■ Assignment
Search the data for the word "linear" and copy out every line that has it.

++++ Data

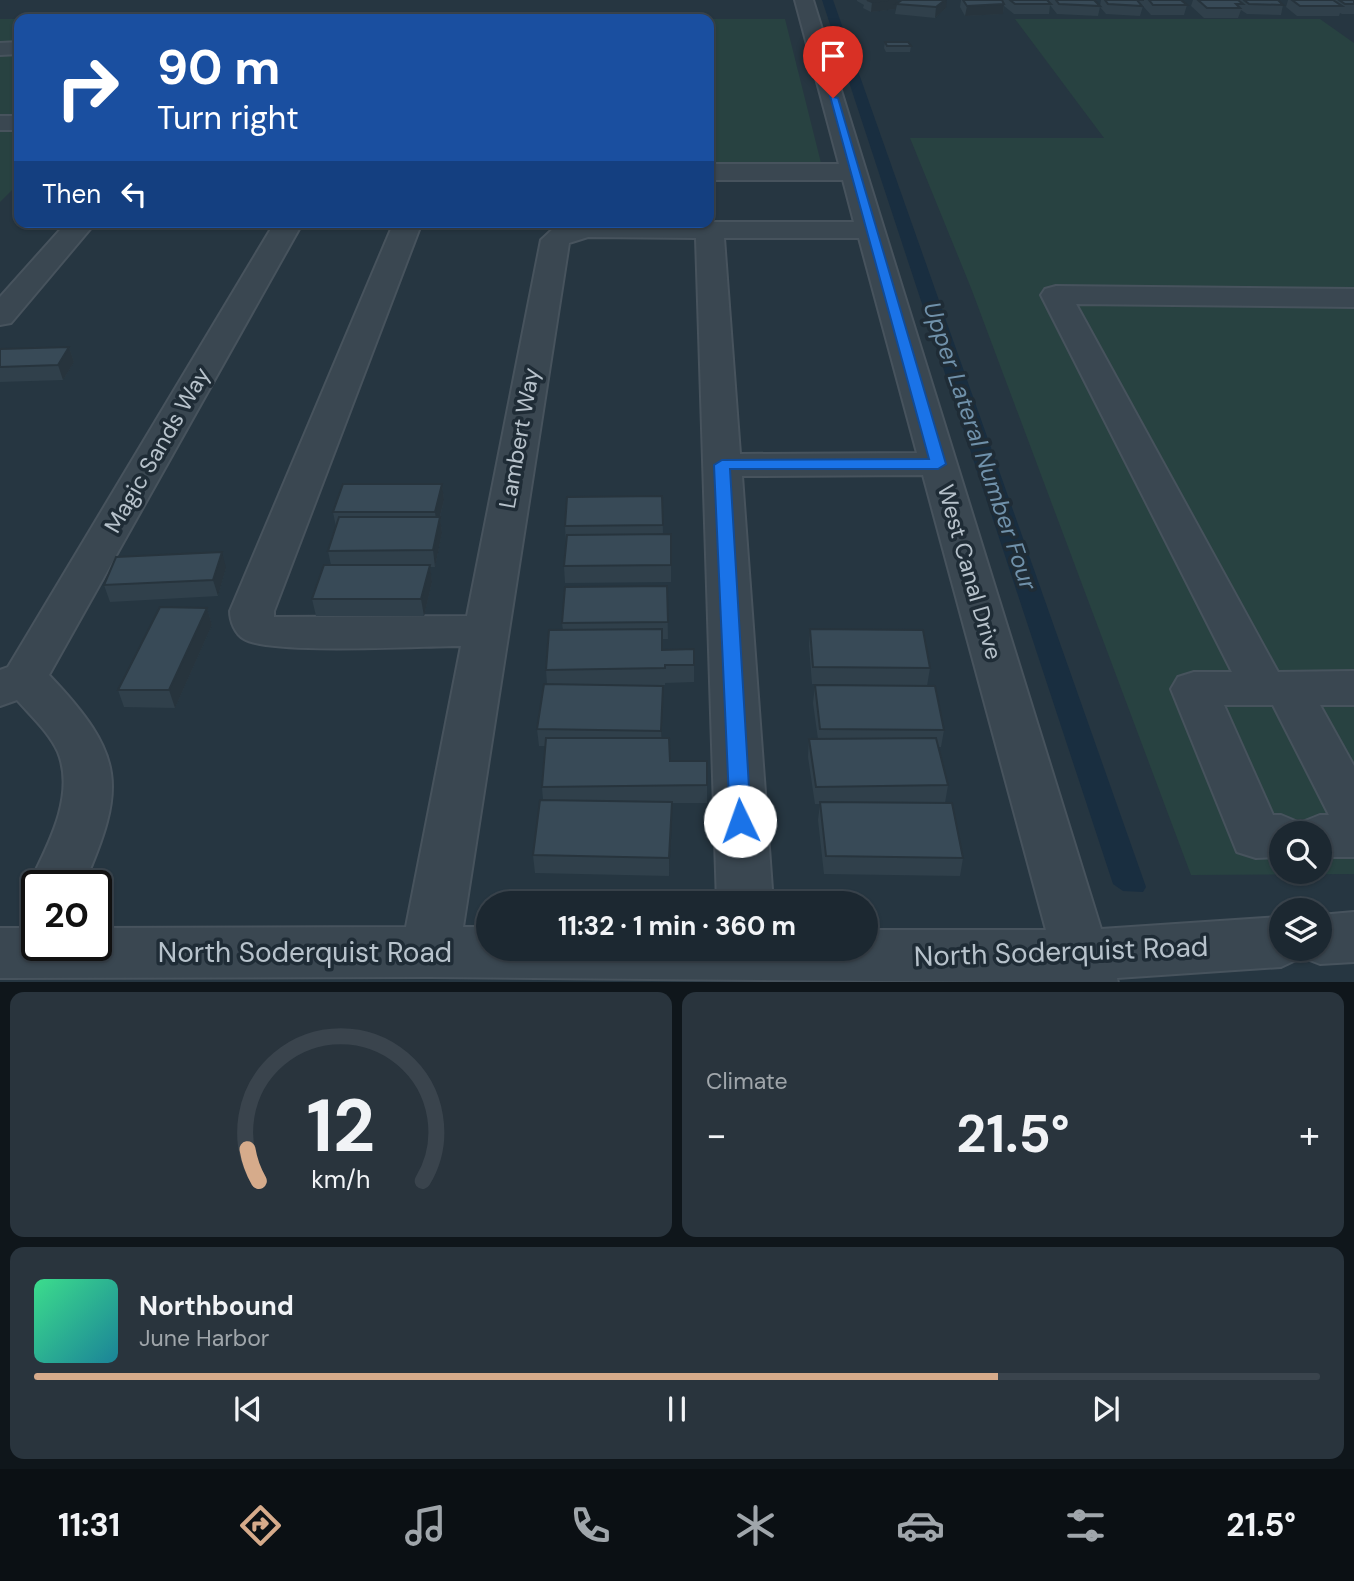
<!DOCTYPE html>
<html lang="en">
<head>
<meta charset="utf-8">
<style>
	:root { --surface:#1c2831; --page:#29343d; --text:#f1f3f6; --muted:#a0a6ab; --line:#3a444d; --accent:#d6ab8b }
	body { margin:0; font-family:"DM Sans",sans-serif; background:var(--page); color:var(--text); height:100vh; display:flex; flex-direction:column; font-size:26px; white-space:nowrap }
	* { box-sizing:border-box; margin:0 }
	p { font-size:23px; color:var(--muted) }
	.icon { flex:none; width:38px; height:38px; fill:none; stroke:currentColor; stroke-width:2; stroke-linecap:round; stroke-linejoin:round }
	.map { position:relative; height:982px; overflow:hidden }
	.panel { display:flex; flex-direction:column; gap:10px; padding:10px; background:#0f161b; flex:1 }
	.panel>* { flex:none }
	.hud { position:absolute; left:14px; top:14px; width:700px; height:214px; border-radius:14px; box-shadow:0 2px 5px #0004,0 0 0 2px var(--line); background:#1a4fa0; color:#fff; overflow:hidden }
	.tools { position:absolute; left:1269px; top:821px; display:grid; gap:14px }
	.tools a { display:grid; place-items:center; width:63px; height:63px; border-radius:50%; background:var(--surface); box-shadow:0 2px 5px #0004,0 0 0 2px var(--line); font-size:35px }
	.speed { position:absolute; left:21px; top:870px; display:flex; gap:14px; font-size:35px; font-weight:700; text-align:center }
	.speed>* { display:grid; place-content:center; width:91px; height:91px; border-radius:50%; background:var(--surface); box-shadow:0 2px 5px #0004,0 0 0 2px var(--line); line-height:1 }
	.speed .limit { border:4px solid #111; border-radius:10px; background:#fff; color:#111 }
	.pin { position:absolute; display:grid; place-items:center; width:60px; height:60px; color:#fff; margin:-72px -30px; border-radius:50% 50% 50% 0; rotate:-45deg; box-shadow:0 0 7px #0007 }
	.pin .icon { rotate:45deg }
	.me { position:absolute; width:77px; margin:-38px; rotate:357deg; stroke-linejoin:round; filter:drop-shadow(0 0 5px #0008) }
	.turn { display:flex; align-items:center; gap:24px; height:147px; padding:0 28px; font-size:32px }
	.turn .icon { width:91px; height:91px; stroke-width:2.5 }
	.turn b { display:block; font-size:49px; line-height:60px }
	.then { display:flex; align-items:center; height:66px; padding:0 28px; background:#0003; gap:14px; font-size:26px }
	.big { font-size:52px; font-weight:700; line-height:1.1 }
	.panel .widget { flex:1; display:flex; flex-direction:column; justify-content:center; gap:10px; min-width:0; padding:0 24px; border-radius:14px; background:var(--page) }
	.panel .dial { align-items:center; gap:0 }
	.dial svg { height:182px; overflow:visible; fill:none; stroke:var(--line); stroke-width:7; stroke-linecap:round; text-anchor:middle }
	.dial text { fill:var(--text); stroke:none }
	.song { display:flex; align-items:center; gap:21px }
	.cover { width:84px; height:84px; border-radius:10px; background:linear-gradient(135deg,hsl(150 70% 55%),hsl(190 70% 35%)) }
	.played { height:7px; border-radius:4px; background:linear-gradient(90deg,var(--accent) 75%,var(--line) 75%) }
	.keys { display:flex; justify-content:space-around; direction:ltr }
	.heat { display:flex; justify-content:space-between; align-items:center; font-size:38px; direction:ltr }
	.panel .tiles { flex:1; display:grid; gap:10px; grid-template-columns:1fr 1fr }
	.widget:last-child { grid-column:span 2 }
	.trip { position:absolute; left:476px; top:891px; width:402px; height:70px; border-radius:35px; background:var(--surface); box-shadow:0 2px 5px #0004,0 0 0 2px var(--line); font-weight:700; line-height:70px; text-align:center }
	.dock { display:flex; height:112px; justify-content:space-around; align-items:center; background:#0b1014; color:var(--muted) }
	.dock .icon { width:49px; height:49px }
	.dock .current { color:var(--accent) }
	.dock b { font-size:32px; color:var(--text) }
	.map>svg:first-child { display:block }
	.green { fill:#284241; fill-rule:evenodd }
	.water { fill:#192e40 }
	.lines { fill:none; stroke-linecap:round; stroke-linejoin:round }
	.minor-casing { stroke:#47535d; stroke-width:4 }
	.minor { fill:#3a4751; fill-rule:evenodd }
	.wall { fill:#30404b }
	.shaded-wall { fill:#27343d }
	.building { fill:#384a57; stroke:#27343d; stroke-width:2 }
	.route { fill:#1a73e8; stroke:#114b97; stroke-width:2 }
	.labels { text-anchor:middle; stroke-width:7; stroke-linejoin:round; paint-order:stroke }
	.street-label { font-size:23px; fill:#b7c2cb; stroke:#1f2c36 }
	.water-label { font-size:24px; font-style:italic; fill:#7091aa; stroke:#1f2c36 }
	.near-street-label { font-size:28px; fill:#b7c2cb; stroke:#1f2c36 }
</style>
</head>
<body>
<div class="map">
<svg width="1354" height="983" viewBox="0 0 1354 983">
	<rect width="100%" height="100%" fill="#263641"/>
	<path class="green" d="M0,19H785L822,167H709V19H19V183L0,202Z
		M1015,19H1320L1354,43V874L1191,875L971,288L910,138H1104ZM1281,833H1320V872H1281Z"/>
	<path class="water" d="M822,0H833L1146,887L1143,892L1123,891L1113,884Z"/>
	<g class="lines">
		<defs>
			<path id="minor" d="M795,0H813L1101,929L1281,917V948H1320V915L1354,912V962L1320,964L1302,957L1281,967L1117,978L1118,983L430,977L0,978V928H37V945H96V928L406,927L461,646C422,646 271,655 244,639C235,634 230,621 230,611L394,222H422L274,611V617L467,616L541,240L555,227L579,222H854L843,180H709V164H839ZM588,237L696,238L717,903H773L742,476L923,475L1046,930H866V948H488V927H463L569,243ZM724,238H859L917,453L740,454Z
				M19,42V54L0,55V43Z
				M0,116H19V130H0Z
				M67,222H96L11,323L0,325V297Z
				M275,222H303L49,675C125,755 127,786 83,886H37L36,902L28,886C47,847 76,796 58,752C49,732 31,716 17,700L0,706V670L8,667Z
				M1056,286L1354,289V307L1076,304L1278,672L1354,671V705H1320L1354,766V857H1320V833H1281V857L1256,858L1237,852L1171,689L1178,677L1194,672H1232L1041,295L1045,289ZM1224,705H1273L1329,815H1320L1300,823L1281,815H1273Z"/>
		</defs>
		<use href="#minor" class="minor-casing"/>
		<use href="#minor" class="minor"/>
	</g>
	<path class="wall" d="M857,0H898L897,3L946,8L935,18L895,14L896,9L871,12L863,8L864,5L857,1Z
		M961,0H1047L1049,2V0H1094L1100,6L1101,0H1181L1187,5L1184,15H1151L1143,6L1140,16L1106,14L1100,7L1098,16L1057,14L1050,5L1049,14H1014L1004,6L1003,14L965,16L960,7Z
		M1193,0H1278L1283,5L1281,15L1247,14L1241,10L1238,18H1204L1191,6Z
		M1288,0H1354V14H1342L1340,13L1339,16H1297L1286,7Z
		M885,42L911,46L910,52H886L884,48Z
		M69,347L74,362L63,380L0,382V349Z
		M442,484L444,500L440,517L442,533L435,567H430L432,582L424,616H316L312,599L331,565L328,551L336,527L333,512Z
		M662,496L663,534H671V582L565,583L564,566L566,543L565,526Z
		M226,568L218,596L110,602L104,585Z
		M667,586L668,639H662V650L694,649V682L665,683V685L642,686H663L662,738L670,761L707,785V803H672L669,876L535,873L533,855L543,800L542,787L546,746H539L537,729L547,684L546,670L563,630L562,623Z
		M207,608L212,625L175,708L124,707L118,690Z
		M810,629L930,668L927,686L812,684L809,646Z
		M815,685L944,730L941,747H939L948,785L945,803L963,858L960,876L824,874L818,820L820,804H815L808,757L809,739H818L813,703Z"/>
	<path class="shaded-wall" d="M884,0H898L896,9L871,12L872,2Z
		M945,0H947L946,8L935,18L936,7Z
		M1004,4L1003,14L965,16L967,6Z
		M69,347L74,362L63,380L58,365Z
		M442,484L444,500L437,528L435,512Z
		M440,517L442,533L435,567L433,550Z
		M222,552L226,568L218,596L213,580Z
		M430,565L432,582L424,616L421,599Z
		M207,608L212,625L175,708L169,690Z
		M663,686V704L661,749V731Z
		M672,802V820L669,876V858Z"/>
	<path class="building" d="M867,0H888L872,2Z
		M902,0H945L936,7L896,4Z
		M963,0H1002L1004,4L967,6Z
		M1010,0H1047L1051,4H1015Z
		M1056,0H1094L1100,6L1059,4Z
		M1105,0H1144H1137L1142,6L1108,4Z
		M1149,0H1181L1187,5H1153Z
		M1198,0H1238L1243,4H1236L1240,8H1207Z
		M1244,0H1278L1283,5L1249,4Z
		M1292,0H1333L1342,6H1300Z
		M1339,0H1354V4H1345Z
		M885,42H908L911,46H887Z
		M69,347L58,365L0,367V349Z
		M343,484H442L435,512H333Z
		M662,496L663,525L565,526L567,497Z
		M339,517H440L433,550L328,551Z
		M671,534V565L564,566L567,535Z
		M222,552L213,580L104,585L116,557Z
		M324,565H430L421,599H312Z
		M667,586L668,622L562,623L565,587Z
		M160,607L207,608L169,690H118Z
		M662,629V650L694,649V665H665V668L546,670L549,630Z
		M810,629L923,630L930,668L813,667Z
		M544,684L663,686L661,731L537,729Z
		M815,685L935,686L944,730L820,729Z
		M546,738H669L670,761H707V785L542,787Z
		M936,738L948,785L816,787L809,739Z
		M540,800L672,802L669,858L533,855Z
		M820,802L952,803L963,858L826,856Z"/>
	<path class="route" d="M830,96L838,98L946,464L938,469H730L751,821L748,827L740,829L733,827L730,821L714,465L722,460L929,459Z"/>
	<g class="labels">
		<g class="street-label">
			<text transform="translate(519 438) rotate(-80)" y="8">Lambert Way</text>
			<text transform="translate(157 450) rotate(-60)" y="8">Magic Sands Way</text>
			<text transform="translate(970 572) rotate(74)" y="8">West Canal Drive</text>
		</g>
		<g class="water-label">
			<text transform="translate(980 446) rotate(71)" y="8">Upper Lateral Number Four</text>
		</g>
		<g class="near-street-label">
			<text transform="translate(1061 951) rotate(-2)" y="10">North Soderquist Road</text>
			<text x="305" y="962">North Soderquist Road</text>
		</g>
	</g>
</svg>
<div class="tools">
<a><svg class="icon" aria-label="search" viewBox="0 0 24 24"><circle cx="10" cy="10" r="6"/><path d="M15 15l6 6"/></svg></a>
<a><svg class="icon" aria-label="layers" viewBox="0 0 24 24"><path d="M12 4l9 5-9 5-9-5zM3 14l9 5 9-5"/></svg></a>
</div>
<div class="speed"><div class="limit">20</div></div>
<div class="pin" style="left:833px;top:98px;background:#d93025"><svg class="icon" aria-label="arrive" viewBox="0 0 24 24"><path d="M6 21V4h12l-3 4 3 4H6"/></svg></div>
<svg class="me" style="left:740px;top:821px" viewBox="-20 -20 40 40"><circle r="19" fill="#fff"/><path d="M0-13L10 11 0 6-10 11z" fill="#1a73e8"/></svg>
<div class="trip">11:32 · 1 min · 360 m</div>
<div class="hud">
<div class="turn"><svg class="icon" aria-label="right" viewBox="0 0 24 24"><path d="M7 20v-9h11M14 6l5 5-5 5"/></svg><div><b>90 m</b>Turn right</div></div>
<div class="then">Then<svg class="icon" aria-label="left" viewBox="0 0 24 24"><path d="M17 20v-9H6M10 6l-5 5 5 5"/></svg></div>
</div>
</div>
<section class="panel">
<div class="tiles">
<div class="widget dial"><svg viewBox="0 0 100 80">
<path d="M14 69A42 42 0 1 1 86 69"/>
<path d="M14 69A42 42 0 0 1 9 55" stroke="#d6ab8b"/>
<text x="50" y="56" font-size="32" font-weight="700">12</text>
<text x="50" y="72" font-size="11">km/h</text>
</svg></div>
<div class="widget"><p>Climate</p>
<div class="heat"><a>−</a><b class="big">21.5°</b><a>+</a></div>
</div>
<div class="widget">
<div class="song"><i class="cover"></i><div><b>Northbound</b><p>June Harbor</p></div></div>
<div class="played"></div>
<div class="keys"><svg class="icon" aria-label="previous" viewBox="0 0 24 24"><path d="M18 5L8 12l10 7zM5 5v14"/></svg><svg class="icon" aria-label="pause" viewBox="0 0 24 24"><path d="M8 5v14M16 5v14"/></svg><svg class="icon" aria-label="next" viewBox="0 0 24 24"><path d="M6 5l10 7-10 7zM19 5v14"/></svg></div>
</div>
</div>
</section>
<nav class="dock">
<b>11:31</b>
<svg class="icon current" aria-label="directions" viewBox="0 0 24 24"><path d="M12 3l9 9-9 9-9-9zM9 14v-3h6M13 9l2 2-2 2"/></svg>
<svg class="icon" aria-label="music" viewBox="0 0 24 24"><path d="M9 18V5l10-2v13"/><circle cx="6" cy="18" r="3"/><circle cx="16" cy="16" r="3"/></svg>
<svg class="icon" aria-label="phone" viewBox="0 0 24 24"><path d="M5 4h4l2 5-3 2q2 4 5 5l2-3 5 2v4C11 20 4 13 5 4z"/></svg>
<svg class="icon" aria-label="climate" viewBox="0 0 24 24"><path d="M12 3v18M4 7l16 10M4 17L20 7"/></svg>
<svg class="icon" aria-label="car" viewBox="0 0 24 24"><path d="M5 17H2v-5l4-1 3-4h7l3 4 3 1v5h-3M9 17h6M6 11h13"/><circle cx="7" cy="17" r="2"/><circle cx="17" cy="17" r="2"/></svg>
<svg class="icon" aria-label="filters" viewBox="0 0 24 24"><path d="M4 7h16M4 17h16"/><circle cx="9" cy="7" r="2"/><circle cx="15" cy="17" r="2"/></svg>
<b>21.5°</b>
</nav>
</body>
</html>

++++++++

■ Answer box
	.cover { width:84px; height:84px; border-radius:10px; background:linear-gradient(135deg,hsl(150 70% 55%),hsl(190 70% 35%)) }
	.played { height:7px; border-radius:4px; background:linear-gradient(90deg,var(--accent) 75%,var(--line) 75%) }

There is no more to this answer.